Suggested by a reader, on my commute home yesterday I read the 2008 Health Affairs paper by Katherine Baicker and Amitabh Chandra, “Myths and misconceptions about U.S. health insurance.” It was a breath of fresh air! I agree with every word of it, and I recommend you read it, even if you well understand our health care system.
The abstract doesn’t do it justice, but here it is anyway:
Several myths about health insurance interfere with the diagnosis of problems in the current system and impede the development of productive reforms. Although many are built on a kernel of truth, complicated issues are often simplified to the point of being false or misleading. Several stem from the conflation of health, health care, and health insurance, while others attempt to use economic arguments to justify normative preferences. We apply a combination of economic principles and lessons from empirical research to examine the policy problems that underlie the myths and focus attention on addressing these fundamental challenges.
So, what’s so special about this? It’s that Baicker and Chandra don’t dumb things down and they don’t try to fit square pegs in round holes. That is, the health care system and how to reform it are very complicated. The system didn’t evolve according to some sensible plan. Its emergent properties are functions of perverse incentives, inconsistent and sometimes (but not always!) misguided government policy, and failed markets. It’s a mess! Given all that, it is folly to think that any one thing–whether it be consumer directed health plans, “Medicare for all,” or some other bumper-sticker idea–will solve all our problems.
I’ll leave the details to Baicker and Chandra. What follows is a selection, just to give you more of a taste of how they present the ideas. I’m not singling this selection out because it’s the only thing in the paper I agree with. As I wrote above, I agree with the whole thing. (Bloggers, if you’re tempted to reference this post, don’t bother. Read the paper and reference that.)

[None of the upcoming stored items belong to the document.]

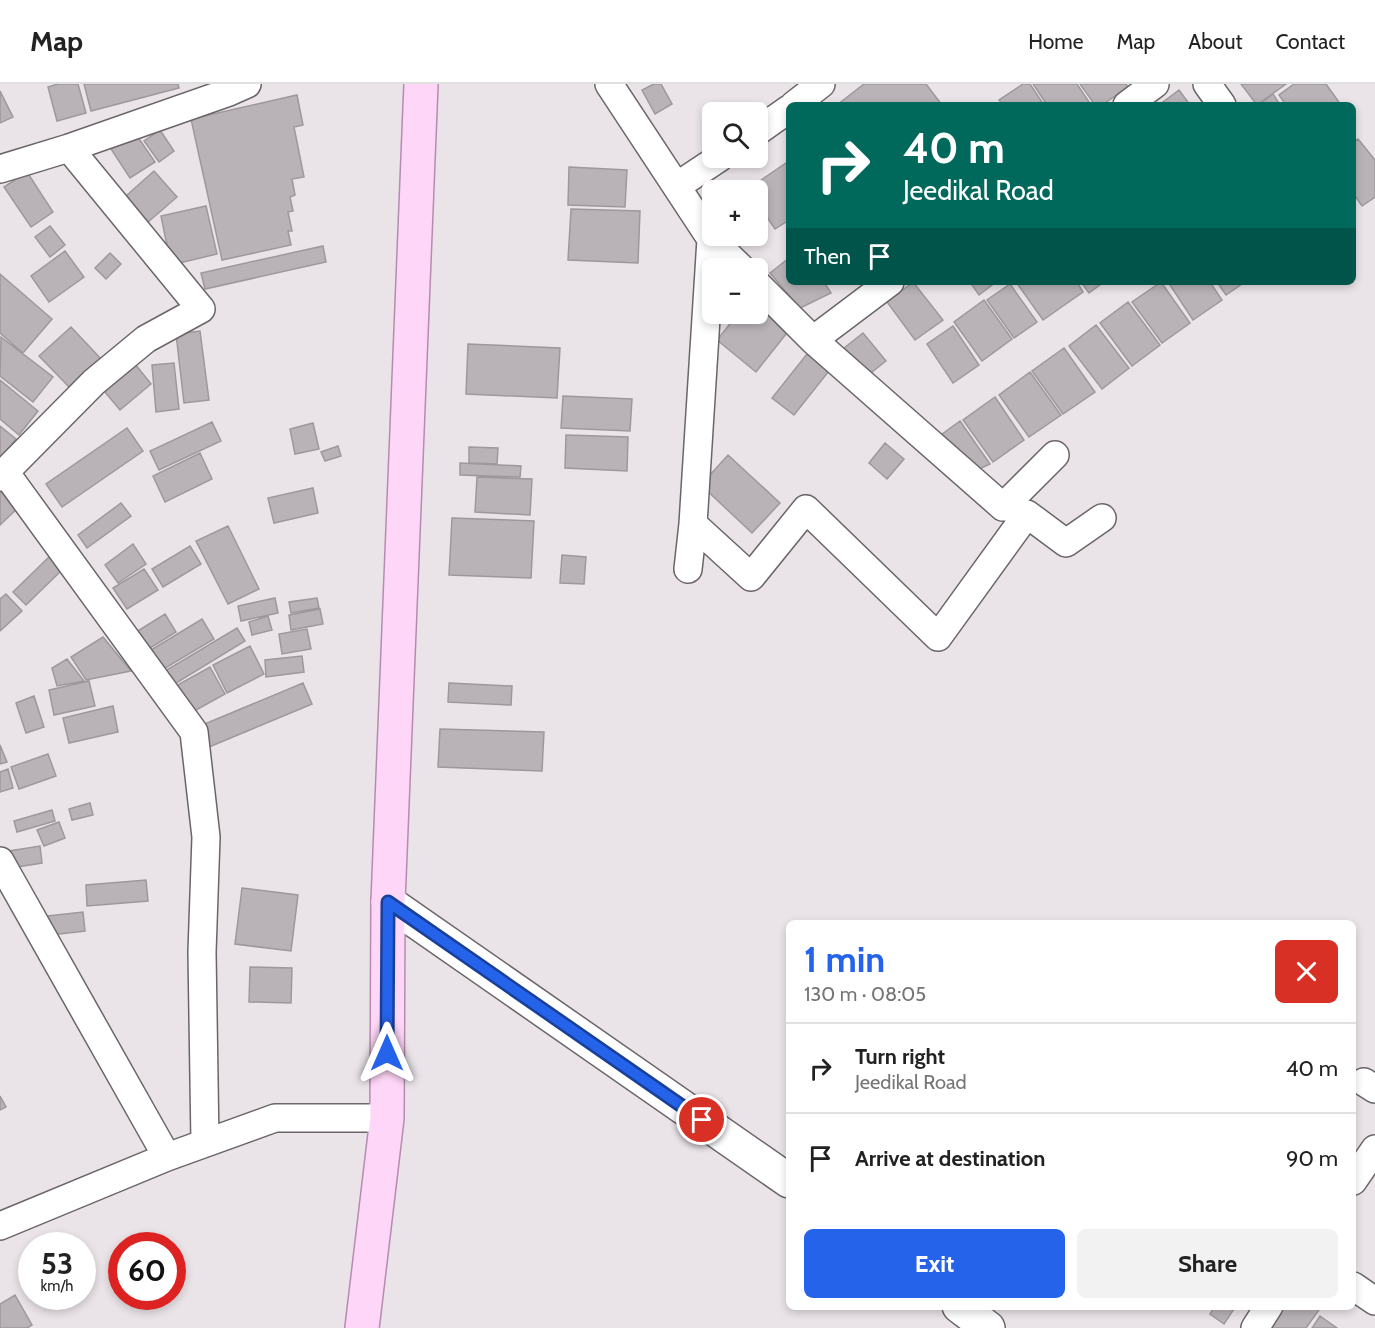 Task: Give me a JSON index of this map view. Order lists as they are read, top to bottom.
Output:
{
  "page": {
    "header": "Map",
    "nav": [
      "Home",
      "Map",
      "About",
      "Contact"
    ],
    "map_buttons": ["+", "−"],
    "turn": ["40 m", "Jeedikal Road"],
    "then": "Then",
    "heading": ["1 min", "130 m · 08:05"],
    "list": [
      {
        "name": "Turn right",
        "note": "Jeedikal Road",
        "value": "40 m"
      },
      {
        "name": "Arrive at destination",
        "value": "90 m"
      }
    ],
    "buttons": ["Exit", "Share"],
    "speed": "53 km/h",
    "limit": "60"
  }
} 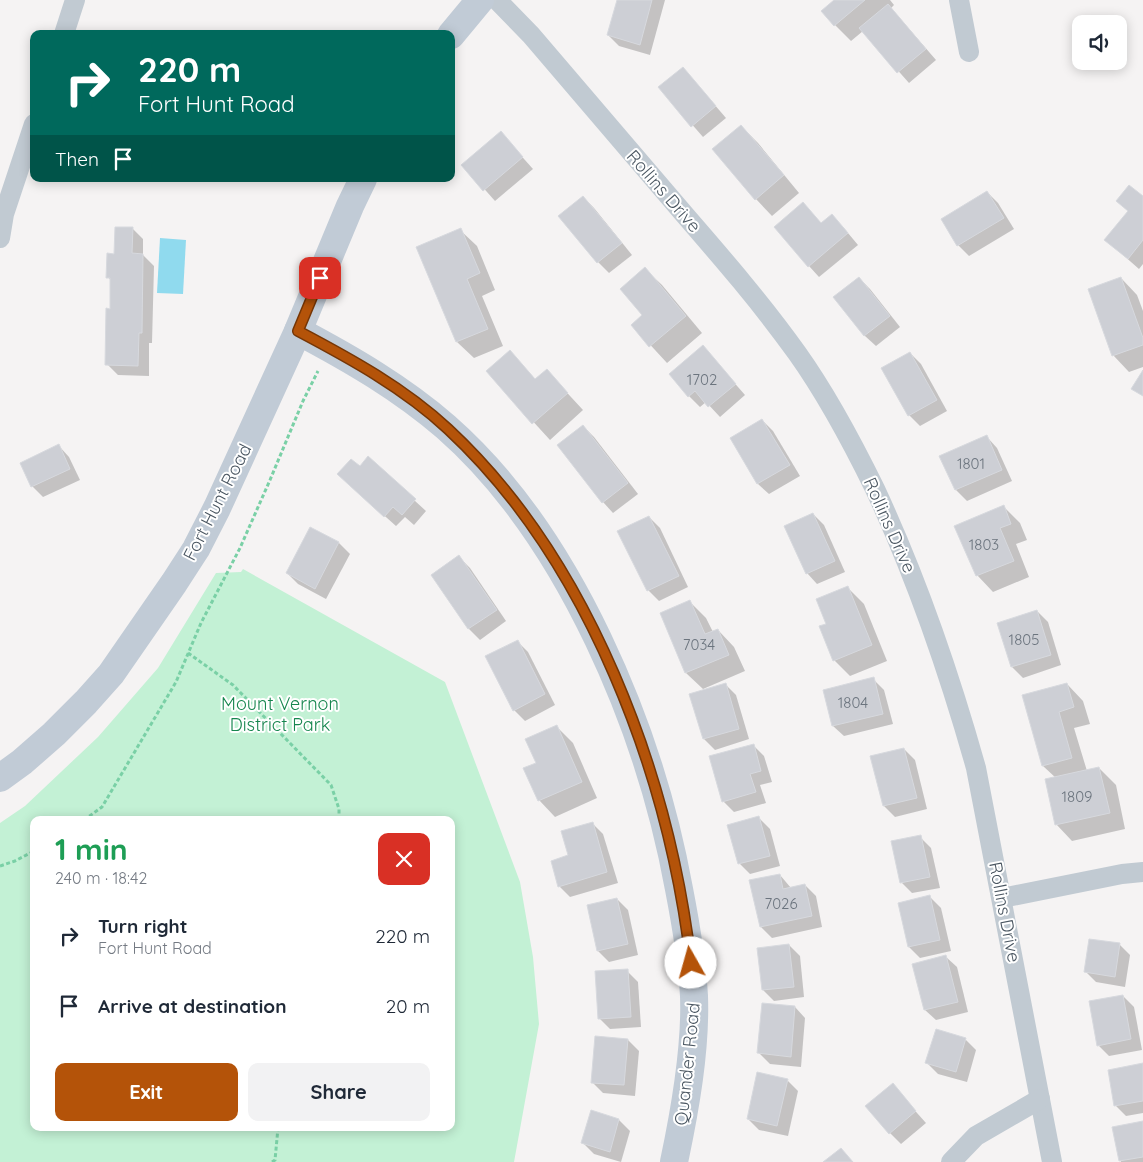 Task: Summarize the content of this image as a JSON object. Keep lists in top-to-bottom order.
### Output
{
  "streets": {
    "street": ["Rollins Drive", "Fort Hunt Road", "Quander Road"]
  },
  "crossings": [
    ["Fort Hunt Road", "Quander Road"]
  ],
  "parks": ["Mount Vernon District Park"],
  "house_numbers": [
    "1702",
    "1801",
    "1803",
    "1805",
    "7034",
    "1804",
    "1809",
    "7026"
  ],
  "page": {
    "turn": ["220 m", "Fort Hunt Road"],
    "then": "Then",
    "heading": ["1 min", "240 m · 18:42"],
    "list": [
      {
        "name": "Turn right",
        "note": "Fort Hunt Road",
        "value": "220 m"
      },
      {
        "name": "Arrive at destination",
        "value": "20 m"
      }
    ],
    "buttons": ["Exit", "Share"]
  }
}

[I]nsuring the uninsured would raise total spending. This does not mean that it would not be money well spent (we personally believe that it would be, but this reflects a normative preference). Spending more to extend insurance coverage is not a problem if it generates more value than it costs, and the view that health care is a right is not inconsistent with this framework. First, and sometimes overlooked, is the security that insurance provides against the uncertainty of unknown health care expenses. The value of this financial smoothing alone is estimated to be almost as much as the cost of providing people with insurance. Second, much of the additional health care that the newly insured would receive is clearly likely to improve their health. (But this is by no means automatic; as we discuss below, being insured is not enough to guarantee good health care.) Extending health insurance coverage may be well worth the cost for these reasons, but it would not save money. …

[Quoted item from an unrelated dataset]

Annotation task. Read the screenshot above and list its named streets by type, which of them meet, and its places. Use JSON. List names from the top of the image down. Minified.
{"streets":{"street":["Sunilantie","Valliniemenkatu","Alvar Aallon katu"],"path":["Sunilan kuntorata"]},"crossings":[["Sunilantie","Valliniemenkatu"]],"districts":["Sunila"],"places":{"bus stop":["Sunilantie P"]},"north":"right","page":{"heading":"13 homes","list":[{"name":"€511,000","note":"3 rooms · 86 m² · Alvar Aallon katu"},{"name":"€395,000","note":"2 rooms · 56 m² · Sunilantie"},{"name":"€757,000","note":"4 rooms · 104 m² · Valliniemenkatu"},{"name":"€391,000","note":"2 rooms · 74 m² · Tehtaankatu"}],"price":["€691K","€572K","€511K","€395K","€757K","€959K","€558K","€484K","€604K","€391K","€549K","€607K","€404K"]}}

Greater patient cost sharing would help, but it is not the magic bullet that some make it out to be. It is certainly true that first-dollar insurance coverage … encourages the use of care with very low marginal benefit and that greater cost sharing would help reduce the use of discretionary care of questionable value. But there is also evidence that patients underuse drugs with very high value when confronted with greater cost sharing. … Worse, there is evidence that even $5–$10 increases in copayments for outpatient care can result in some patients’ being hospitalized as a result of cutting back too much on valuable care, partially offsetting the reduced spending. …

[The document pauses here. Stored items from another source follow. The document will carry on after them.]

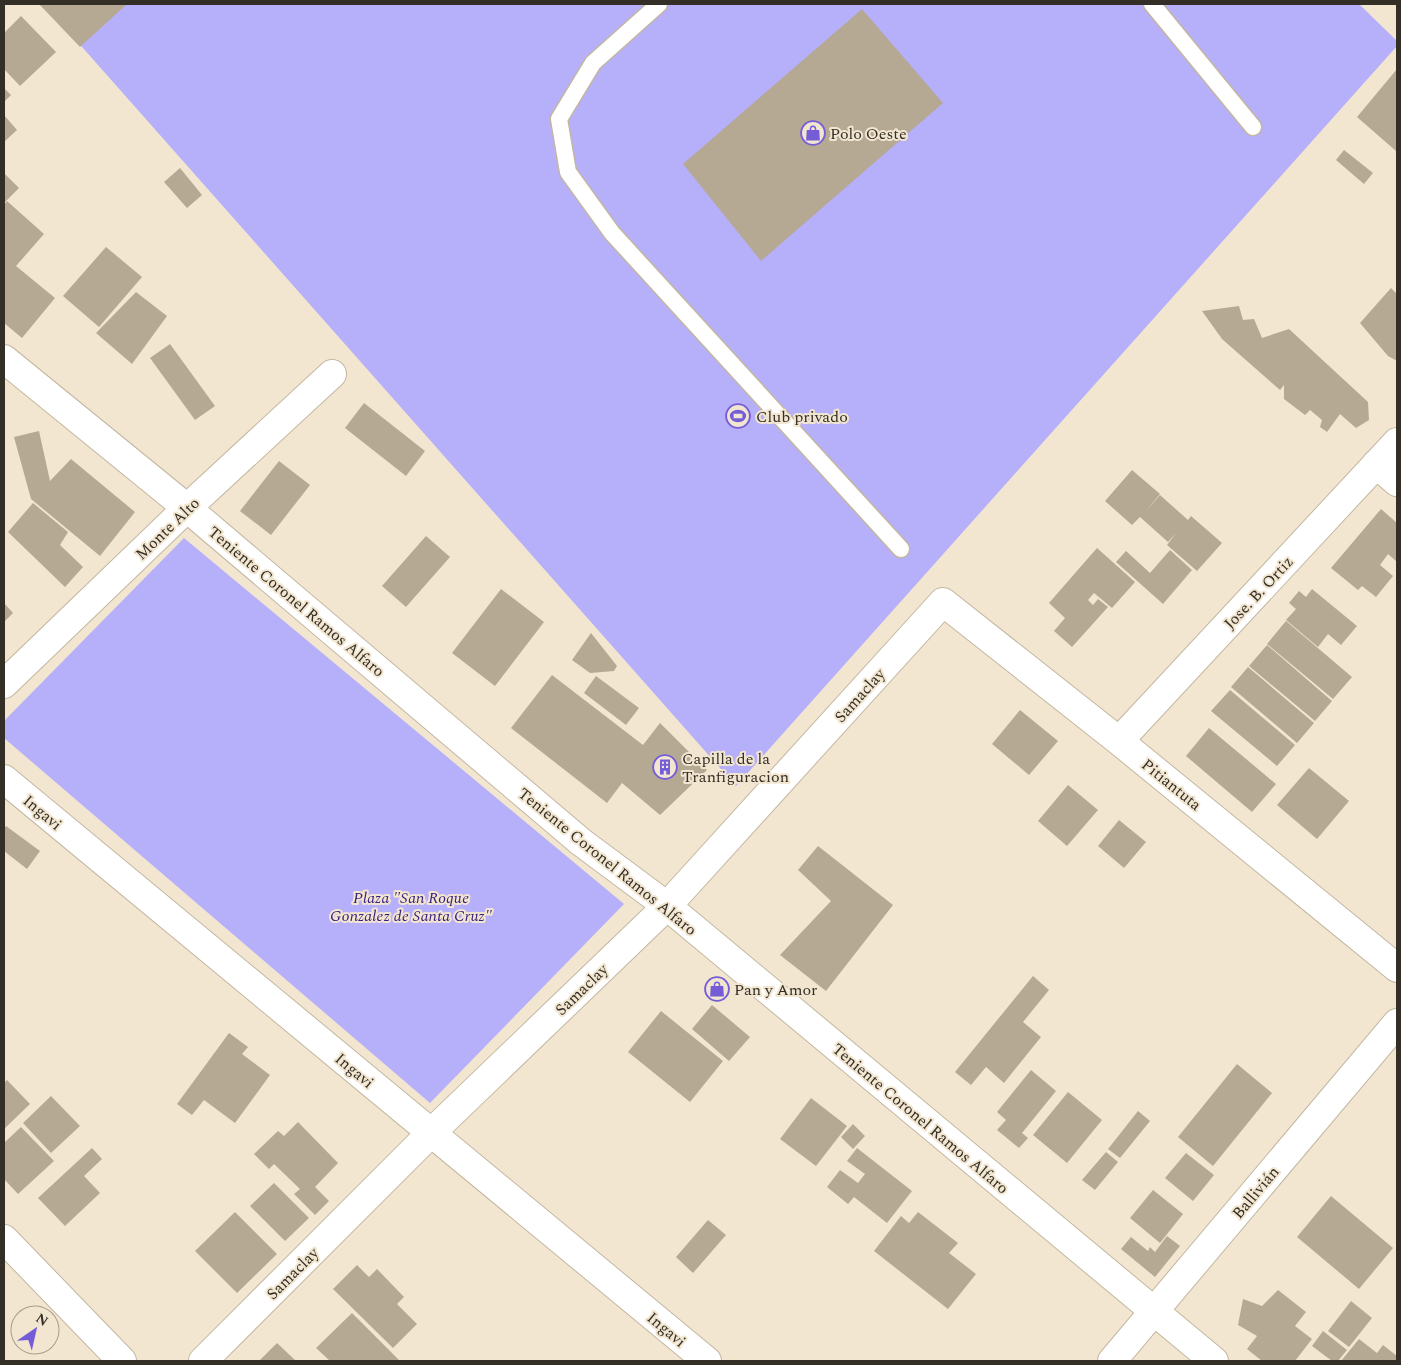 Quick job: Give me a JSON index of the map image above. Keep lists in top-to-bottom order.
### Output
{
  "streets": {
    "street": [
      "Monte Alto",
      "Jose. B. Ortiz",
      "Teniente Coronel Ramos Alfaro",
      "Samaclay",
      "Pitiantuta",
      "Ingavi",
      "Ballivián"
    ]
  },
  "crossings": [
    ["Monte Alto", "Teniente Coronel Ramos Alfaro"],
    ["Jose. B. Ortiz", "Pitiantuta"],
    ["Teniente Coronel Ramos Alfaro", "Samaclay"],
    ["Teniente Coronel Ramos Alfaro", "Ballivián"],
    ["Samaclay", "Pitiantuta"],
    ["Samaclay", "Ingavi"]
  ],
  "parks": ["Plaza \"San Roque Gonzalez de Santa Cruz\""],
  "places": {
    "shop": ["Polo Oeste", "Pan y Amor"],
    "sports": ["Club privado"],
    "building": ["Capilla de la Tranfiguracion"]
  },
  "north": "top right"
}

There is no reason to think that the optimal insurance structure would look like the typical high-deductible plan. Rather, it might subsidize high-value care such as treatments to manage diabetes or asthma, while imposing greater cost sharing on care of lower value, such as elective surgeries with limited health benefits. People would choose the insurance plans that offered them the best benefit mix—trading off higher premiums for plans that covered care of diminishing marginal value. Of course, what may be valuable to one patient could be wasteful for another, and the key challenge for “value-based insurance design” policies is to differentiate between these cases. …
On the other hand, a single-payer system does not automatically provide high quality care: the provision of low-value care is as pervasive in the single-payer Medicare system as it is elsewhere. Single-payer systems are also slow to innovate—as suggested by the fact that it took Medicare forty years to add a prescription drug benefit, long after most private insurers had done so. Nor do calculations of the costs of a single-payer system measure the utility loss from forcing people with different preferences into a monolithic health insurance plan, or the cost to the economy of raising taxes.
To some readers, this might seem uselessly equivocal, the mutterings of the proverbial two- (or three-) handed economist. To me it is a strong dose of reality. Baicker and Chandra tell it like it is, and it is complicated. No single, simple idea is going to solve everything. In my view, anyone who says otherwise is either selling something or misguided, or both.